While it may have been a slow burn, Ayurveda has offered me such rich wisdom over the years. It has given me the tools to observe myself, nature and life around me, and therefore, inform myself and others on self-care. Ayurveda gives me a way and a simple framework to question what is good for myself.

All images courtesy of Nick Hopper.

If you look around us, there’s an incredible knowledge out there in the universe that’s untapped; call it the reason why Mozart wrote those symphonies as a child, or that Einstein came up with all those equations out of seemingly nowhere. It’s also a greater awareness of the words ‘consciousness’ and ‘intention’. Essentially, one element of Ayurveda is about questioning what your intention is in doing something. If, for example, you hurt somebody... was it your intention to hurt them? Or, was it a hand-on-heart unconscious accident? In the case of the latter, Ayurveda teaches us to remove the guilt – providing a way of honouring our emotions without letting them rule us.

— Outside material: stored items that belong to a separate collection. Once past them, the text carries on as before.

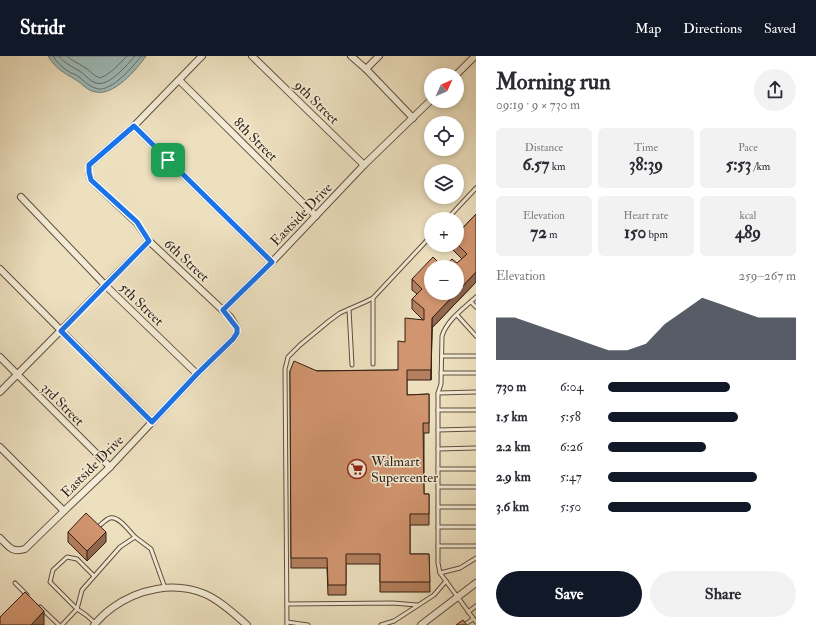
<!DOCTYPE html>
<html lang="en">
<head>
<meta charset="utf-8">
<style>
  body { margin:0; font-family:"IM FELL Double Pica",serif; background:#f2f2f3; color:#2b2b33; height:100vh; display:flex; flex-direction:column; font-size:15px; white-space:nowrap }
  * { box-sizing:border-box; margin:0 }
  p { font-size:13px; color:#7c7c81 }
  .icon { flex:none; width:22px; height:22px; fill:none; stroke:currentColor; stroke-width:2; stroke-linecap:round; stroke-linejoin:round }
  .map { position:relative; flex:1; overflow:hidden }
  .sheet { display:flex; flex-direction:column; background:#fff; width:340px }
  .sheet>* { flex:none }
  .needle { width:26px; rotate:45deg }
  .fabs { position:absolute; left:424px; top:12px; display:grid; gap:8px }
  .fabs a { display:grid; place-items:center; width:40px; height:40px; border-radius:50%; background:#fff; box-shadow:0 2px 6px #0003; font-size:20px }
  .pin { position:absolute; display:grid; place-items:center; width:34px; height:34px; color:#fff; margin:-17px; border-radius:8px; box-shadow:0 2px 6px #0006 }
  .round { display:grid; place-items:center; flex:none; width:42px; height:42px; border-radius:21px; background:#f2f2f3 }
  .head { display:flex; align-items:center; justify-content:space-between; height:68px; padding:0 20px }
  h1 { font-size:22px; font-weight:700; line-height:30px }
  .stats { display:grid; grid-template-columns:repeat(3,1fr); gap:6px; height:68px; padding:4px 20px }
  .stats div { display:grid; align-content:center; border-radius:6px; background:#f2f2f3; text-align:center }
  .stats b { font-size:17px; font-weight:700 }
  .stats small { font-size:11px; font-weight:400 }
  .stats p { font-size:11px }
  .chart { height:112px; padding:8px 20px }
  .chart p { display:flex; justify-content:space-between }
  .chart svg { width:100%; height:72px; margin-top:4px; fill:#111827; opacity:.7 }
  .primary-button { display:flex; gap:8px; margin-top:auto; padding:8px 20px }
  .primary-button a { flex:1; height:46px; border-radius:24px; background:#111827; color:#fff; font-size:16px; font-weight:700; line-height:46px; text-align:center }
  .primary-button a+a { background:#f2f2f3; color:#2b2b33 }
  ul { padding:0 20px; list-style:none; font-size:13px }
  li { display:grid; grid-template-columns:64px 48px 1fr; align-items:center; height:30px }
  li i { height:10px; border-radius:5px; background:#111827 }
  header { display:flex; align-items:center; gap:24px; box-sizing:border-box; height:56px; padding:0 20px; background:#111827; color:#fff }
  header strong { font-size:19px }
  nav { display:flex; gap:22px; margin-inline-start:auto; font-size:14px }
  main { display:flex; flex:1; min-height:0 }
  .map>svg:first-child { display:block }
  .water { fill:#9dbbbb; stroke:#727d78 }
  .lines { fill:none; stroke-linecap:round; stroke-linejoin:round }
  .shore { stroke:#686d68; stroke-width:1 }
  .service-casing { stroke:#614f3f; stroke-width:5 }
  .minor-casing { stroke:#614f3f; stroke-width:8 }
  .service { stroke:#f3ebd5; stroke-width:3 }
  .minor { stroke:#f3ebd5; stroke-width:6 }
  .wall { fill:#b4805f; stroke:#321f14 }
  .shaded-wall { fill:#92684e; stroke:#321f14 }
  .building { fill:#d1956f; stroke:#321f14 }
  .route-casing { stroke:#fff; stroke-width:8 }
  .route { stroke:#1a73e8; stroke-width:5 }
  .labels { text-anchor:middle; stroke-width:3; stroke-linejoin:round; paint-order:stroke }
  .street-label { font-size:14px; fill:#321f14; stroke:#f3ebd5 }
  .poi-label { font-size:14px; fill:#321f14; stroke:#f3ebd5; text-anchor:start }
</style>
</head>
<body>
<header>
<strong>Stridr</strong>
<nav><a>Map</a><a>Directions</a><a>Saved</a></nav>
</header>
<main>
<div class="map">
<svg width="476" height="569" viewBox="0 0 476 569">
  <rect width="100%" height="100%" fill="#ede0bf"/>
  <filter id="stains"><feTurbulence type="fractalNoise" baseFrequency=".005" numOctaves="4"/><feColorMatrix values="0 0 0 0 .2 0 0 0 0 .09 0 0 0 0 .02 0 0 0 .5 -.17"/></filter>
  <radialGradient id="worn" r=".72"><stop offset=".6" stop-color="#630" stop-opacity="0"/><stop offset="1" stop-color="#630" stop-opacity=".3"/></radialGradient>
  <path class="water" d="M 48,0 L 146,0 C 137,13 114,40 96,36 C 87,35 83,28 76,24 C 63,16 56,13 48,0 Z"/>
  <g class="lines">
    <g class="shore">
      <path d="M 53,0 C 57,7 64,13 71,17 C 74,18 77,19 79,21 C 85,26 90,31 98,33 C 112,35 133,11 141,0"/>
      <path d="M 59,0 C 65,8 73,11 81,16 C 86,20 90,25 96,27 C 109,31 127,9 135,0"/>
      <path d="M 67,0 C 72,5 78,7 84,11 C 90,14 93,20 100,22 C 111,18 119,8 127,0"/>
    </g>
    <g class="service-casing">
      <g id="service">
        <path d="M 447,163 L 476,132"/>
        <path d="M 476,241 C 464,252 447,264 442,280 L 441,328 L 438,337 L 438,507 L 440,517 L 476,566"/>
        <path d="M 373,242 L 373,308"/>
        <path d="M 471,246 L 476,251"/>
        <path d="M 349,253 L 352,309"/>
        <path d="M 457,259 L 476,280"/>
        <path d="M 442,300 L 476,300"/>
        <path d="M 441,317 L 476,317"/>
        <path d="M 438,337 L 476,336"/>
        <path d="M 438,354 L 476,354"/>
        <path d="M 438,374 L 476,373"/>
        <path d="M 438,393 L 476,392"/>
        <path d="M 438,413 L 476,413"/>
        <path d="M 438,431 L 476,431"/>
        <path d="M 438,451 L 476,451"/>
        <path d="M 99,470 C 102,468 106,463 110,462 C 119,460 129,475 135,481"/>
        <path d="M 438,471 L 476,471"/>
        <path d="M 438,490 L 476,490"/>
        <path d="M 440,517 L 460,512 L 476,502"/>
        <path d="M 15,527 L 27,539"/>
        <path d="M 287,548 L 393,547 L 417,549"/>
        <path d="M 40,551 L 59,569"/>
        <path d="M 77,553 L 82,534 L 120,491 L 135,481 L 151,493 L 165,532"/>
        <path d="M 77,553 L 50,526 L 53,514 L 67,501 L 77,503 L 94,520"/>
        <path d="M 468,556 L 476,550"/>
        <path d="M 287,566 L 308,569"/>
        <path d="M 62,569 L 77,553 L 86,559 L 95,567"/>
        <path d="M 287,569 L 285,313 L 288,301 L 300,289 L 329,265 L 340,257 L 365,246 L 373,242 L 431,180"/>
        <path d="M 381,569 L 394,565 L 434,539 L 446,525"/>
        <path d="M 464,569 L 473,563"/>
      </g>
    </g>
    <g class="minor-casing">
      <g id="minor">
        <path d="M 252,0 L 364,109"/>
        <path d="M 351,0 L 366,13 L 413,62"/>
        <path d="M 366,13 L 379,0"/>
        <path d="M 456,19 L 475,0"/>
        <path d="M 179,24 L 316,160"/>
        <path d="M 134,70 L 272,206"/>
        <path d="M 21,141 L 105,229 L 197,318"/>
        <path d="M 0,213 L 152,366"/>
        <path d="M 223,254 L 272,206 L 364,109 L 431,44"/>
        <path d="M 0,301 L 110,411"/>
        <path d="M 0,336 L 149,185"/>
        <path d="M 0,391 L 64,455"/>
        <path d="M 0,482 C 9,491 12,497 25,493 L 64,455 L 110,411 L 197,318 L 233,283 L 237,277 L 237,272 L 230,261 L 149,185 L 137,167 L 91,124 L 89,117 L 89,109 L 134,70 L 202,0"/>
        <path d="M 94,569 C 99,563 105,557 112,552 C 138,533 174,525 205,538 C 221,545 234,558 247,569"/>
        <path d="M 421,569 L 476,527"/>
      </g>
    </g>
    <use href="#service" class="service"/>
    <use href="#minor" class="minor"/>
  </g>
  <g class="wall">
    <path d="M 476,158 L 476,226 L 432,272 L 431,324 L 407,324 L 407,339 L 429,338 L 429,377 L 424,377 L 424,438 L 429,438 L 429,469 L 410,469 L 410,498 L 429,498 L 430,536 L 380,536 L 380,508 L 346,508 L 346,539 L 328,539 L 327,512 L 291,512 L 290,315 L 398,314 L 405,286 L 423,264 L 412,253 L 412,243 L 417,238 L 412,234 L 412,223 L 431,237 L 462,203 L 452,193 L 452,189 L 457,189 L 457,178 Z"/>
    <path d="M 68,476 L 106,486 L 87,505 L 68,486 Z"/>
  </g>
  <g class="shaded-wall">
    <path d="M 476,216 L 476,226 L 432,272 L 431,324 L 432,262 L 456,237 L 457,237 L 457,236 Z"/>
    <path d="M 106,476 L 106,486 L 87,505 L 87,495 Z"/>
    <path d="M 44,555 L 44,569 L 31,569 Z"/>
  </g>
  <g class="building">
    <path d="M 476,158 L 476,216 L 457,236 L 457,211 L 444,211 L 452,203 L 457,207 L 467,198 L 457,188 L 457,178 Z"/>
    <path d="M 433,201 L 443,211 L 431,211 L 431,237 L 456,237 L 432,262 L 431,314 L 407,314 L 407,339 L 429,338 L 429,367 L 423,367 L 424,438 L 429,438 L 429,458 L 410,458 L 410,498 L 429,498 L 430,526 L 380,526 L 380,498 L 346,498 L 346,529 L 328,529 L 327,502 L 291,502 L 290,315 L 294,305 L 317,315 L 398,314 L 398,285 L 405,286 L 405,262 L 424,264 L 424,253 L 412,243 L 422,233 L 412,223 Z"/>
    <path d="M 86,457 L 106,476 L 87,495 L 68,476 Z"/>
    <path d="M 25,536 L 44,555 L 31,569 L 0,569 L 0,561 Z"/>
    <path d="M 463,564 L 467,569 L 456,569 Z"/>
  </g>
  <g class="lines">
    <g class="route-casing">
      <path id="route" d="M 134,70 L 272,206 L 223,254 L 237,272 L 237,277 L 233,283 L 197,318 L 152,366 L 61,275 L 149,185 L 137,166 L 91,124 L 89,116 L 89,109 Z"/>
    </g>
    <use href="#route" class="route"/>
  </g>
  <defs>
    <g id="supermarket-ring" transform="scale(1)"><circle r="9.5" fill="#f3ebd5" stroke="#8f2418" stroke-width="1.5"/><path d="M-6-5.5h2.5l.6 2H6L4.5 2H-2.5L-4.4-4H-6ZM-1.5 3.2a1.3 1.3 0 1 0 .1 0ZM3 3.2a1.3 1.3 0 1 0 .1 0Z" fill="#8f2418"/></g>
  </defs>
  <g fill-rule="evenodd">
    <use href="#supermarket-ring" x="357" y="413"/>
  </g>
  <g class="labels">
    <g class="street-label">
      <text transform="translate(317 46) rotate(44)" y="5">9th Street</text>
      <text transform="translate(256 83) rotate(45)" y="5">8th Street</text>
      <text transform="translate(301 158) rotate(-46)" y="5">Eastside Drive</text>
      <text transform="translate(187 204) rotate(43)" y="5">6th Street</text>
      <text transform="translate(142 248) rotate(44)" y="5">5th Street</text>
      <text transform="translate(63 348) rotate(45)" y="5">3rd Street</text>
      <text transform="translate(92 410) rotate(-45)" y="5">Eastside Drive</text>
    </g>
    <g class="poi-label">
      <text x="371" y="410">Walmart<tspan x="371" dy="16">Supercenter</tspan></text>
    </g>
  </g>
  <rect width="100%" height="100%" filter="url(#stains)"/>
  <rect width="100%" height="100%" fill="url(#worn)"/>
</svg>
<div class="fabs">
<a><svg class="needle" viewBox="-14 -14 28 28"><path d="M0-13l5 13h-10z" fill="#e53935"/><path d="M0 13l5-13h-10z" fill="#7c7c81"/></svg></a>
<a><svg class="icon" aria-label="locate" viewBox="0 0 24 24"><circle cx="12" cy="12" r="6"/><path d="M12 2v4M12 18v4M2 12h4M18 12h4"/></svg></a>
<a><svg class="icon" aria-label="layers" viewBox="0 0 24 24"><path d="M12 4l9 5-9 5-9-5zM3 14l9 5 9-5"/></svg></a>
<a>+</a>
<a>−</a>
</div>
<div class="pin" style="left:168px;top:104px;background:#1e9e55"><svg class="icon" aria-label="arrive" viewBox="0 0 24 24"><path d="M6 21V4h12l-3 4 3 4H6"/></svg></div>
</div>
<section class="sheet">
<div class="head"><div><h1>Morning run</h1><p>09:19 · 9 × 730 m</p></div><a class="round"><svg class="icon" aria-label="share" viewBox="0 0 24 24"><path d="M12 15V3M7 8l5-5 5 5M5 13v7h14v-7"/></svg></a></div>
<div class="stats">
<div><p>Distance</p><b>6.57<small> km</small></b></div>
<div><p>Time</p><b>38:39</b></div>
<div><p>Pace</p><b>5:53<small> /km</small></b></div>
</div>
<div class="stats">
<div><p>Elevation</p><b>72<small> m</small></b></div>
<div><p>Heart rate</p><b>150<small> bpm</small></b></div>
<div><p>kcal</p><b>489</b></div>
</div>
<div class="chart"><p><span>Elevation</span>259–267 m</p>
<svg viewBox="0 0 160 44" preserveAspectRatio="none"><path d="M0 44V18L10 18L20 22L30 26L40 30L50 34L60 38L70 38L80 34L90 22L100 14L110 6L120 10L130 14L140 18L150 18L160 18V44z"/></svg>
</div>
<ul>
<li><b>730 m</b>6:04<i style="width:65%"></i></li>
<li><b>1.5 km</b>5:58<i style="width:69%"></i></li>
<li><b>2.2 km</b>6:26<i style="width:52%"></i></li>
<li><b>2.9 km</b>5:47<i style="width:79%"></i></li>
<li><b>3.6 km</b>5:50<i style="width:76%"></i></li>
</ul>
<div class="primary-button"><a>Save</a><a>Share</a></div>
</section>
</main>
</body>
</html>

It’s a bit like the law of gravity; it doesn’t belong to everyone or a single person, but it flows within our environment to provide a mode of interpretation that affects us all. Ayurveda is about working with the natural laws to get balance on your side, as well as seeing what works for you. Rather than ‘selfishness’ per se, it’s more about self-love, communication and awareness. Obsession with the self often comes from a position of fear – be it fear of looking stupid or fear of failing, or any other fear we have – self-love, as taught by Ayurveda, is about being the light you want to be and the light you want to see in others.

You’re not going to find me in the lotus position (although I do dream of that sometimes), and you won’t see me doing crazy acrobatic yogi stuff on Instagram. The mindfulness aspect of yoga and meditation may not be as good-looking as doing 20 different poses, but the philosophy and wellness systems of Ayurveda, with its beautiful framework of balancing mind, body and spirit for optimum health, is open to all and extremely important for anyone who wants to access it. I could talk about it all day… After all, it’s so very refreshing to know that thousands of years ago, people were suffering the same sort of rubbish that we do today – but, more importantly, had a system to deal with it and thrive!